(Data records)

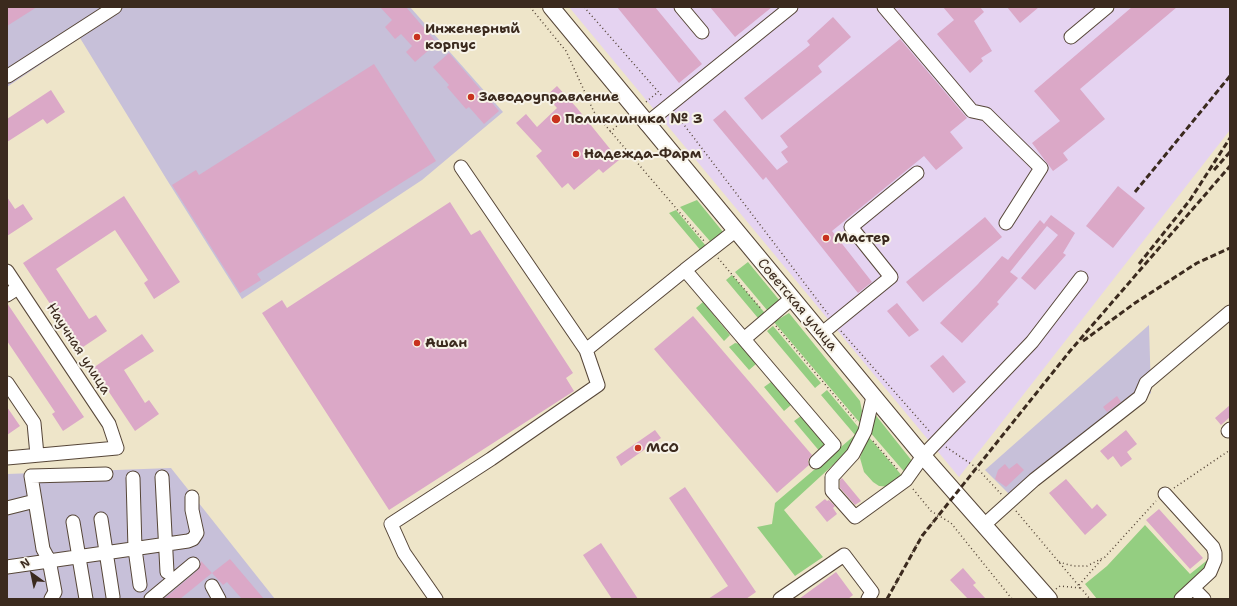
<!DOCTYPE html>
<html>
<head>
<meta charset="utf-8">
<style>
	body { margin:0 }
	#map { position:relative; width:1237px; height:606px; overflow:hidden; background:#eee5c9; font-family:"Shantell Sans",sans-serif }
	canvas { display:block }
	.frame { position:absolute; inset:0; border:8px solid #3b2a1e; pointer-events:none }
	.north { position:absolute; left:12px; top:554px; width:40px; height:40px; -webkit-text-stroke:3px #f7f3e8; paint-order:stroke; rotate:327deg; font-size:11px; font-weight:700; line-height:16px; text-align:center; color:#3b2a1e }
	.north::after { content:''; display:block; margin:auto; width:14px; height:18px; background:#3b2a1e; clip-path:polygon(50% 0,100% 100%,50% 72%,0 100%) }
</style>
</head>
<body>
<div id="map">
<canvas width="1237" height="606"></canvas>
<div class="frame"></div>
<div class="north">N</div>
</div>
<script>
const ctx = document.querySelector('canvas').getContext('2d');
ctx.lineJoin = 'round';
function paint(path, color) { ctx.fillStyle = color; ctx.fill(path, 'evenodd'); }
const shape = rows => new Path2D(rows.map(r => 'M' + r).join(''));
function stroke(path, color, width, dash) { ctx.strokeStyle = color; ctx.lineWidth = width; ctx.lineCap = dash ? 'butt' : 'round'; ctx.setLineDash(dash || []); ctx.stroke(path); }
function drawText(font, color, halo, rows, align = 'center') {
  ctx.font = font + ' "Shantell Sans",sans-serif'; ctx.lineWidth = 4; ctx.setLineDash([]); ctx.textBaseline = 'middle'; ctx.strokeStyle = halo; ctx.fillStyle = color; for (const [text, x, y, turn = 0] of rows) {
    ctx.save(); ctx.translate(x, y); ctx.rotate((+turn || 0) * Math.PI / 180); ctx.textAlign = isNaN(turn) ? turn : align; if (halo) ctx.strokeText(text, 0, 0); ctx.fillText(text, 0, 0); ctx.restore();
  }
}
paint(shape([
	[569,7,1230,7,1230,130,959,477]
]), '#e5d3f1');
paint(shape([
	[7,7,410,7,503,112,422,180,242,299,167,180,80,38,7,87],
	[1149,325,1151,393,1014,499,985,470],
	[171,468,275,599,7,599,7,474]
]), '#c7c0d9');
paint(shape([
	[697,200,723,232,724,235,716,248,680,207],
	[676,210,711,252,702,252,669,213],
	[748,262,780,301,772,316,735,272],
	[732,275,770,319,763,324,726,280],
	[703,302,730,335,724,341,696,308],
	[789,313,860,401,862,411,860,423,774,322],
	[773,326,821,383,815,388,767,331],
	[735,343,740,344,756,364,749,370,729,347],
	[771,382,791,405,784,411,764,387],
	[827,390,859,428,846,453,784,510,823,557,795,576,757,527,772,524,775,503,855,435,821,395],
	[874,413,912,461,907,475,869,431],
	[801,416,826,444,821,453,794,421],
	[868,436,904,478,891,487,879,486,873,482,864,472,860,458],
	[1145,525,1190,574,1210,558,1215,565,1179,599,1097,599,1085,584,1107,566]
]), '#94ce81');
paint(shape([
	[7,7,37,7,7,26],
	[380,7,406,7,437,43,415,62,406,52,412,46,401,34,395,39,385,27,392,20],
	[617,7,655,7,702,64,679,83],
	[710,7,772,7,735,37],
	[943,7,980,7,984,12,974,21,992,51,981,58,983,61,970,73,937,34,954,20],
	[1007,7,1039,7,1020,23],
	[1132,7,1177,7,1080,89,1105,119,1063,153,1068,160,1053,171,1032,143,1060,121,1034,91],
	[833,17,851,37,818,66,822,72,762,120,744,98,810,45,807,41],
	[900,39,967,118,950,132,963,148,936,170,924,156,832,231,872,282,858,293,766,177,763,180,713,120,725,110,777,170,788,162,781,152,788,147,780,136],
	[449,53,499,111,484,124,469,107,466,109,447,87,449,85,433,67],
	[374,64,436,161,257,274,261,280,240,293,172,185,196,170,199,175],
	[557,86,577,108,619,160,603,173,599,169,574,190,568,183,562,188,536,156,542,151,516,123,526,114,537,127,557,108,546,96],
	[51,90,65,112,47,124,43,119,7,142,7,119],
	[1118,186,1145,208,1113,248,1086,226],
	[124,196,180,282,154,299,144,283,148,280,115,230,56,269,89,319,96,315,107,331,80,349,23,263],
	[7,197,15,209,23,204,33,219,7,236],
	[450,202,471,235,480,230,573,373,566,378,574,391,389,510,262,313,282,300,287,308],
	[1051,215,1075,233,1063,253,1066,255,1035,290,1021,278,1058,235,1047,226,1010,272,1018,278,997,302,999,304,962,343,940,323,978,284,1002,256,1008,260,1040,220,1044,224],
	[985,217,1002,237,923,302,906,282],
	[7,303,84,417,63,431,52,414,55,412,7,341],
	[897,303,919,330,909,337,887,311],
	[693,316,812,455,808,460,809,465,777,493,654,349],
	[142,334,154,351,124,370,145,403,149,400,159,414,135,431,93,368],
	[943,355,966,382,953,393,930,366],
	[1117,396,1121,402,1107,412,1103,407],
	[1230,405,1230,417,1221,425,1215,418],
	[7,407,20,426,7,435],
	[655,430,661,438,621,466,616,457],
	[1126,430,1137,444,1127,452,1132,459,1121,467,1113,456,1108,460,1100,451],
	[1017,463,1024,470,1006,487,995,479,998,470,1005,464,1009,469],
	[842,478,861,501,855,505,840,488,840,480],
	[1066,479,1092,509,1097,504,1107,515,1085,535,1049,493],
	[685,487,756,592,746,599,708,599,728,586,669,498],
	[825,499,827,501,829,500,835,506,833,508,837,514,827,522,815,507],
	[1159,509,1203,558,1190,569,1146,520],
	[601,543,638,599,612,599,583,555],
	[230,559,264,599,242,599,227,582,223,585,212,573],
	[201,561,212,573,180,599,164,599,198,570],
	[963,568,976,583,973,585,986,599,968,599,950,580],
	[836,572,853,595,848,599,799,599]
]), '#dba8c7');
const minor = shape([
	[681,7,702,32],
	[884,7,972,111,986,114,1041,168,1006,223],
	[1071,37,1107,7],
	[8,76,115,7],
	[646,124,791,7],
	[461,167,586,350],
	[685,270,735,231],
	[7,271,109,424,117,448,7,458],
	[7,295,18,288],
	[821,334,891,277,851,227,917,173],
	[744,339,792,298],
	[7,383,34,423,37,455],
	[873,397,865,431,853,454,832,477,832,491,855,517,906,480,923,456,1032,342,1081,278],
	[1228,431,1230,429],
	[162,477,167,572],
	[133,478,135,549,140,585],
	[1165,494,1213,547,1215,553,1215,560,1210,572,1181,599],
	[7,508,35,501],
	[101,519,113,597],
	[73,522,86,599],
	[984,525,1034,480,1140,397,1146,383,1230,312],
	[7,567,188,541,193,539,197,533,192,510,192,497],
	[212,586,219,599],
	[1193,588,1204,599],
	[51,599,55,592,49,560,43,549,31,476,106,474],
	[151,599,193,564],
	[436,599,404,553,391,524,491,459,598,385,586,350,685,270,834,445,816,462],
	[780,599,844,555,872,592,868,599]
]);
const major = shape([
	[551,7,923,456,1049,599]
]);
stroke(minor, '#564638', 15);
stroke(major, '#564638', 18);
stroke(shape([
	[530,7,566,51,594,112,704,241],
	[584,7,662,96],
	[646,102,658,92],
	[675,113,828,314],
	[610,132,627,117],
	[718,258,762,310],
	[776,326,856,421],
	[841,331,930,432],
	[873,441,899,471],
	[946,447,977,468,1002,495],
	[1174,488,1230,450],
	[913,489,931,511,951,523,1012,599],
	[1016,511,1090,599],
	[1059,562,1073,566,1087,566,1105,557,1156,501],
	[1079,585,1103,558],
	[1056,589,1060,586,1081,588],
	[888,599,921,536,938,516]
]), '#564638', 1.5, [1, 3]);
stroke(minor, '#fff', 13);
stroke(major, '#fff', 16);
stroke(shape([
	[1214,170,1230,152],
	[1135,192,1230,76],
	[1139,264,1190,200,1230,138],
	[1083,341,1135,303,1197,263,1230,248],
	[887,599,922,536,1070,351,1230,166]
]), '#3b2a1e', 3, [6, 3]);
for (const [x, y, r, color] of [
	[417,37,4,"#c8321e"],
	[471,97,4,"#c8321e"],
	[556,119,5,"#c8321e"],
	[576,154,4,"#c8321e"],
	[826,238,4,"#c8321e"],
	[417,343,4,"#c8321e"],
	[638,448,4,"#c8321e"]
]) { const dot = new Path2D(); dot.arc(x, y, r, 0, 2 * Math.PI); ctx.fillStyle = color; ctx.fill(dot); stroke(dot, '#f7f3e8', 1.5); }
drawText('bold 14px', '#3b2a1e', '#f7f3e8', [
	["Инженерный",425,29],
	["корпус",425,45],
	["Заводоуправление",479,97],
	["Поликлиника № 3",565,119],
	["Надежда-Фарм",584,154],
	["Мастер",834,238],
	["Ашан",425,343],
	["МСО",646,448]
], 'left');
drawText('14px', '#3b2a1e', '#f7f3e8', [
	["Советская улица",797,305,50],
	["Научная улица",78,349,57]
]);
</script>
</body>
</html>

> [PROBLEM DETAILS]:
Copy out the lines above exactly, beginning at the one that contains "function drawText(font, color, halo, rows, align" and ending at the one that contains "ctx.font = font".

> [ANSWER SPACE]:
function drawText(font, color, halo, rows, align = 'center') {
  ctx.font = font + ' "Shantell Sans",sans-serif'; ctx.lineWidth = 4; ctx.setLineDash([]); ctx.textBaseline = 'middle'; ctx.strokeStyle = halo; ctx.fillStyle = color; for (const [text, x, y, turn = 0] of rows) {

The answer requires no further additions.